TASK INSTRUCTIONS —
Pictures stay out; everything else in the records below is to be repeated exactly.

RECORDS SUPPLIED —
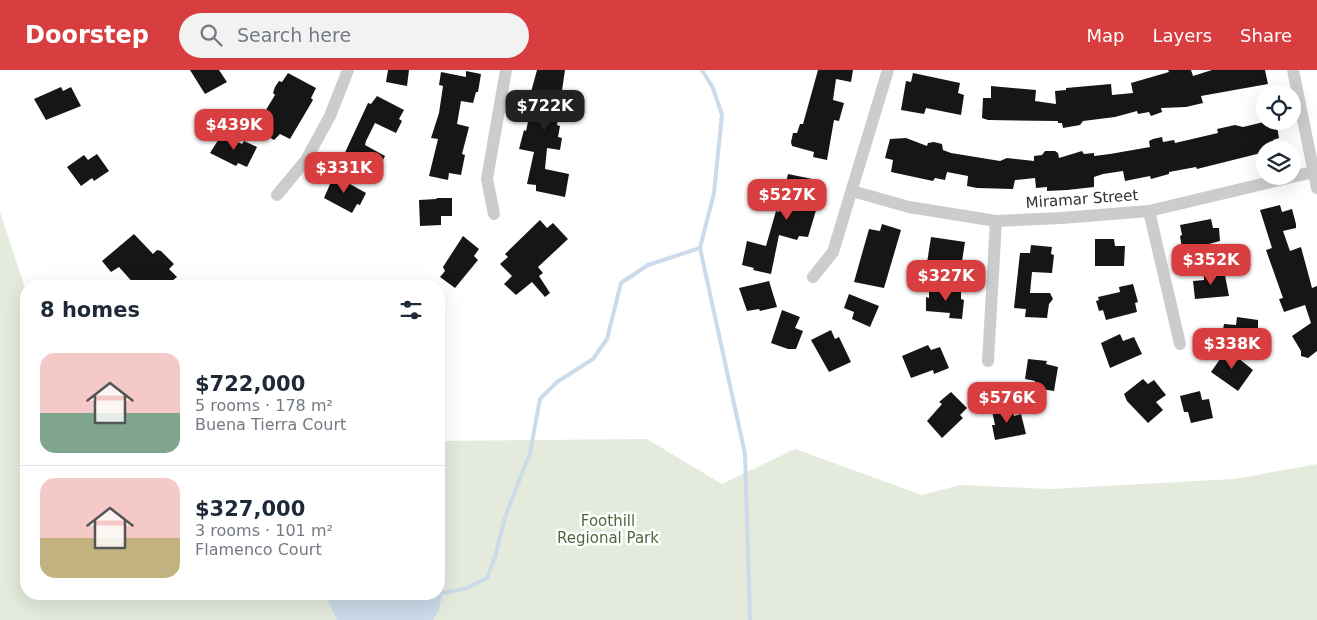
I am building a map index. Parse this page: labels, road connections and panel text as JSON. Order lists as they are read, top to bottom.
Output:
{
  "streets": {
    "street": ["Miramar Street"]
  },
  "parks": ["Foothill Regional Park"],
  "page": {
    "header": "Doorstep",
    "search": "Search here",
    "nav": ["Map", "Layers", "Share"],
    "price": [
      "$722K",
      "$439K",
      "$331K",
      "$527K",
      "$352K",
      "$327K",
      "$338K",
      "$576K"
    ],
    "heading": "8 homes",
    "list": [
      {
        "name": "$722,000",
        "note": "5 rooms · 178 m² · Buena Tierra Court"
      },
      {
        "name": "$327,000",
        "note": "3 rooms · 101 m² · Flamenco Court"
      }
    ]
  }
}
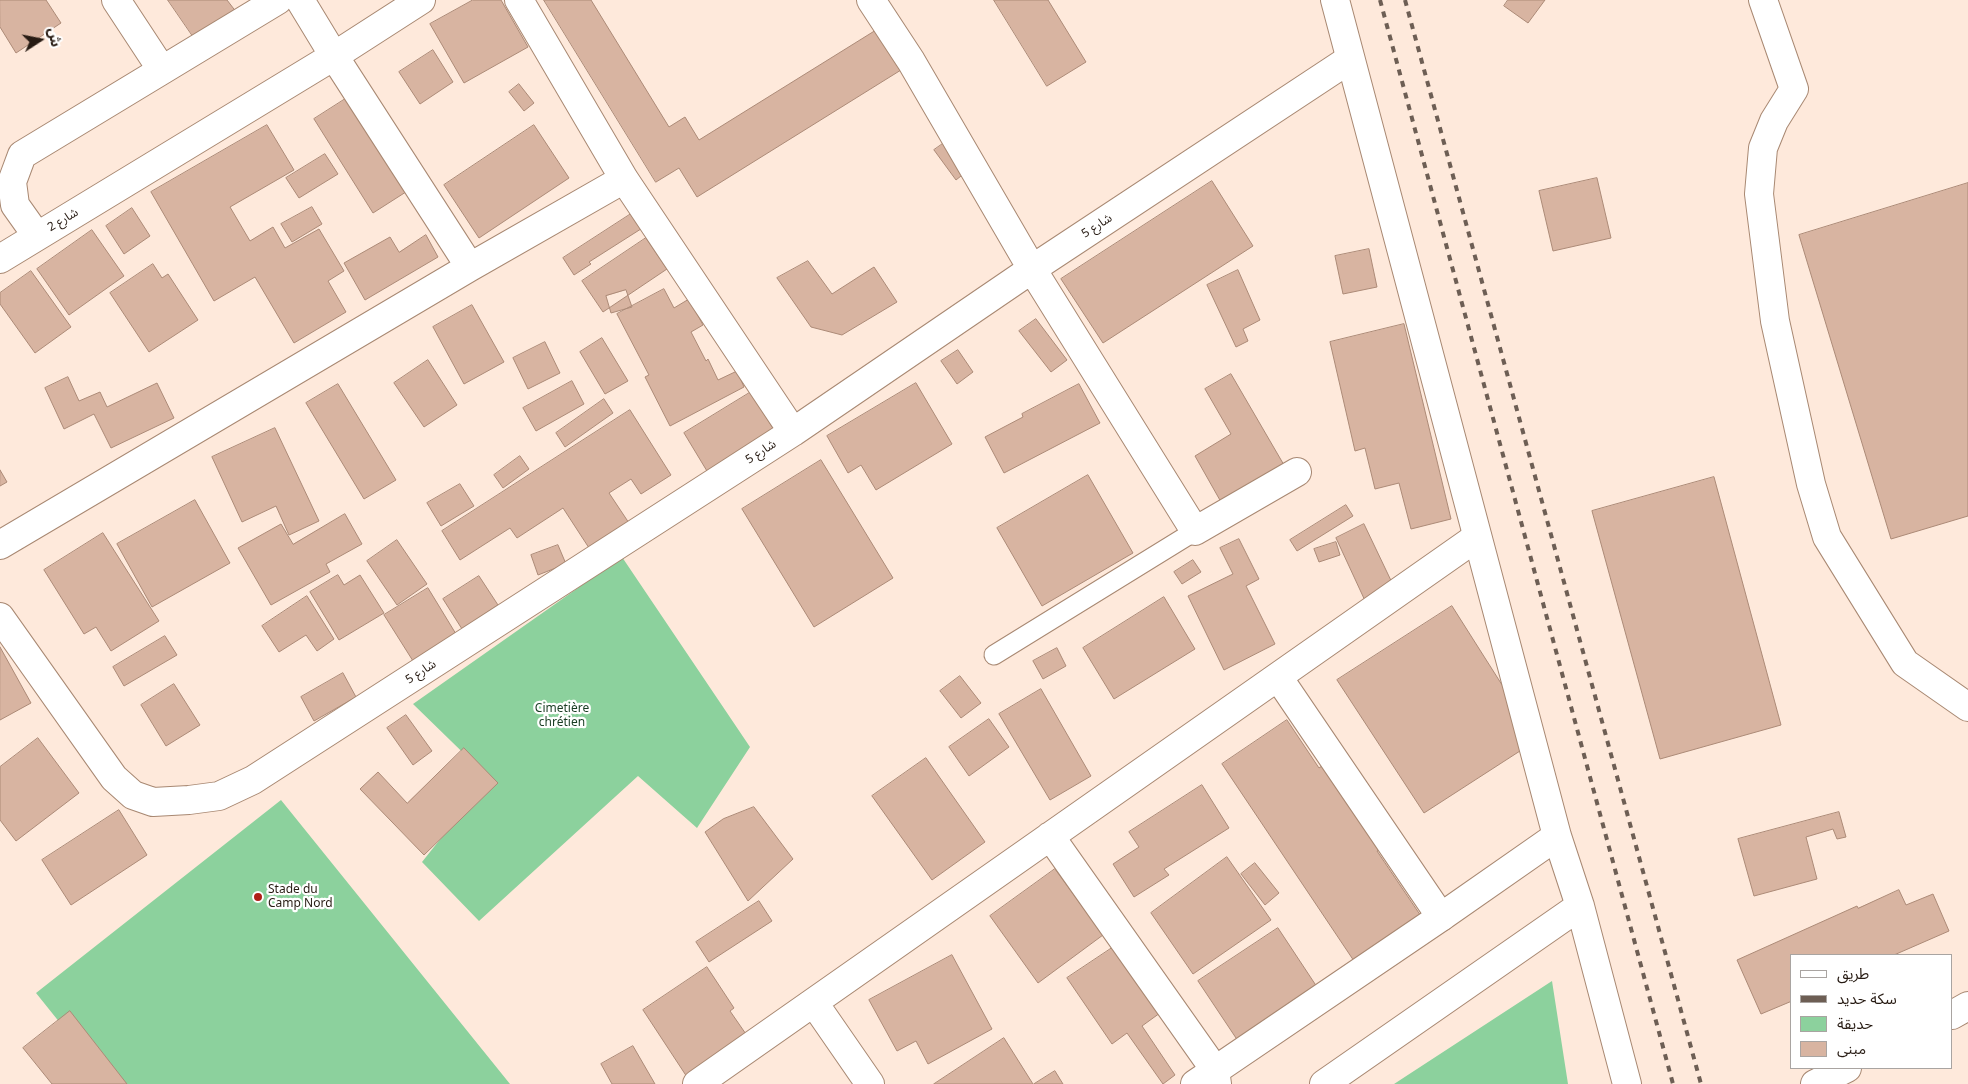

EXPECTED OUTPUT —
I am building a map index. Parse this page: labels, road connections and panel text as JSON. Order lists as they are read, top to bottom.
Output:
{
  "streets": {
    "street": ["Miramar Street"]
  },
  "parks": ["Foothill Regional Park"],
  "page": {
    "header": "Doorstep",
    "search": "Search here",
    "nav": ["Map", "Layers", "Share"],
    "price": [
      "$722K",
      "$439K",
      "$331K",
      "$527K",
      "$352K",
      "$327K",
      "$338K",
      "$576K"
    ],
    "heading": "8 homes",
    "list": [
      {
        "name": "$722,000",
        "note": "5 rooms · 178 m² · Buena Tierra Court"
      },
      {
        "name": "$327,000",
        "note": "3 rooms · 101 m² · Flamenco Court"
      }
    ]
  }
}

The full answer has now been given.